SOURCE DATA:
──────────
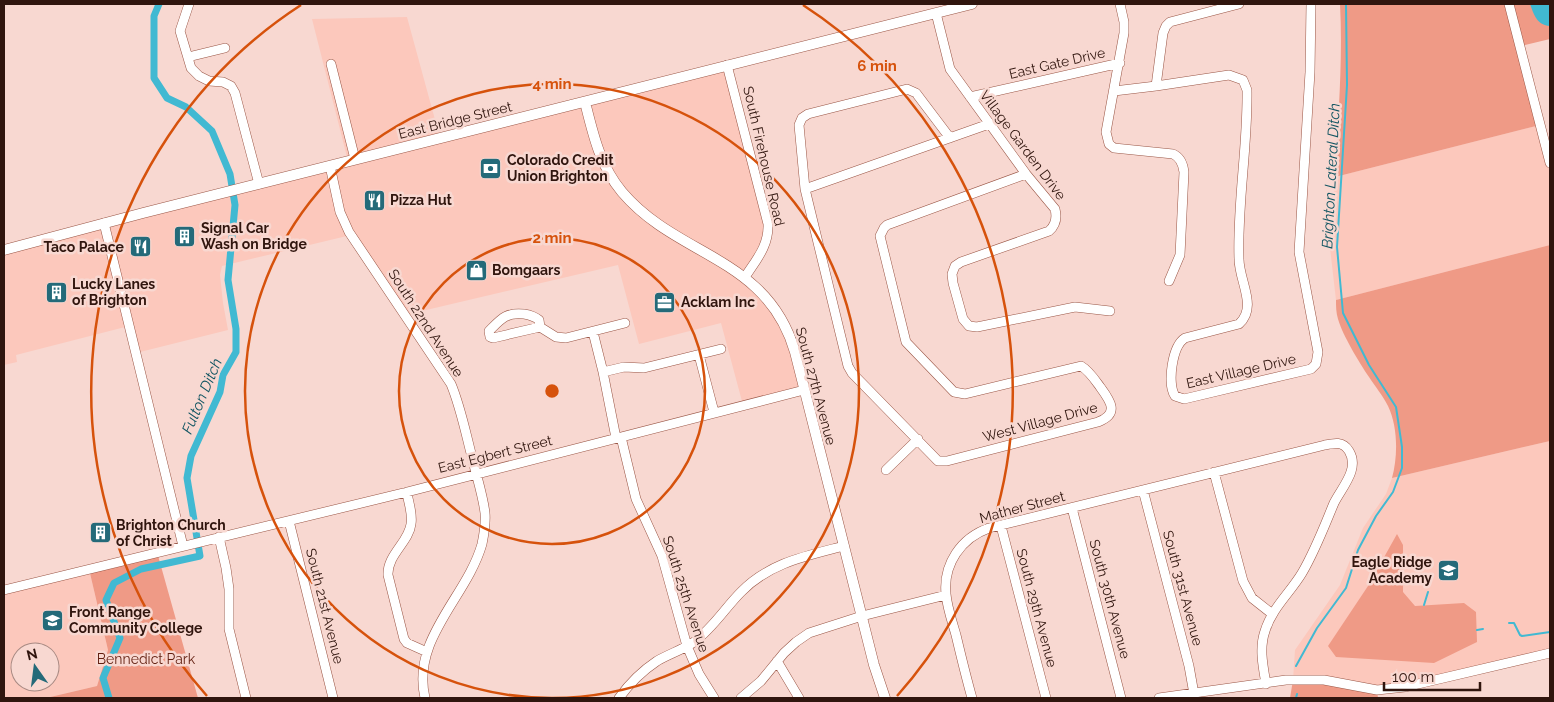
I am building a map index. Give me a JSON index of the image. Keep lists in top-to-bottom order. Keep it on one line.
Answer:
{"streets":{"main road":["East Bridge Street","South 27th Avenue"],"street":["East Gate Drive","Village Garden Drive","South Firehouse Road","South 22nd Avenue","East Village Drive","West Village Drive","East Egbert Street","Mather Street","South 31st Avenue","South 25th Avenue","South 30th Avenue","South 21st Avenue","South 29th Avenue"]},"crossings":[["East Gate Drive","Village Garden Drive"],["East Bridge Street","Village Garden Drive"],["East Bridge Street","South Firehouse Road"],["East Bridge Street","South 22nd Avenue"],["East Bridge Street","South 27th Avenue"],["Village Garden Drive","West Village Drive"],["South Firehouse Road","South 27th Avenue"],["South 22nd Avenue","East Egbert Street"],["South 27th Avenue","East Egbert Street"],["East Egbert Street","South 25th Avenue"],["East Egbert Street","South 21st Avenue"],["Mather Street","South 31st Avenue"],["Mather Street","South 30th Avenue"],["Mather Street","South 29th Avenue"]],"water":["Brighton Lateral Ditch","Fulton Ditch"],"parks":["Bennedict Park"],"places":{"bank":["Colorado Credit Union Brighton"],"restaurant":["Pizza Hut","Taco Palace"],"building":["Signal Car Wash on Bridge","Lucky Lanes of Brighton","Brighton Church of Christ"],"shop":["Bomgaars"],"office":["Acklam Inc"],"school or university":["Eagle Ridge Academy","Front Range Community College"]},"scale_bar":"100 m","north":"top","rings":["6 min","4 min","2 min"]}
──────────
THE PROBLEM: Your task is an exact transcription of all the data, minus the pictures.

SOLUTION TO THIS PROBLEM:
I am building a map index. Give me a JSON index of the image. Keep lists in top-to-bottom order. Keep it on one line.
Answer:
{"streets":{"main road":["East Bridge Street","South 27th Avenue"],"street":["East Gate Drive","Village Garden Drive","South Firehouse Road","South 22nd Avenue","East Village Drive","West Village Drive","East Egbert Street","Mather Street","South 31st Avenue","South 25th Avenue","South 30th Avenue","South 21st Avenue","South 29th Avenue"]},"crossings":[["East Gate Drive","Village Garden Drive"],["East Bridge Street","Village Garden Drive"],["East Bridge Street","South Firehouse Road"],["East Bridge Street","South 22nd Avenue"],["East Bridge Street","South 27th Avenue"],["Village Garden Drive","West Village Drive"],["South Firehouse Road","South 27th Avenue"],["South 22nd Avenue","East Egbert Street"],["South 27th Avenue","East Egbert Street"],["East Egbert Street","South 25th Avenue"],["East Egbert Street","South 21st Avenue"],["Mather Street","South 31st Avenue"],["Mather Street","South 30th Avenue"],["Mather Street","South 29th Avenue"]],"water":["Brighton Lateral Ditch","Fulton Ditch"],"parks":["Bennedict Park"],"places":{"bank":["Colorado Credit Union Brighton"],"restaurant":["Pizza Hut","Taco Palace"],"building":["Signal Car Wash on Bridge","Lucky Lanes of Brighton","Brighton Church of Christ"],"shop":["Bomgaars"],"office":["Acklam Inc"],"school or university":["Eagle Ridge Academy","Front Range Community College"]},"scale_bar":"100 m","north":"top","rings":["6 min","4 min","2 min"]}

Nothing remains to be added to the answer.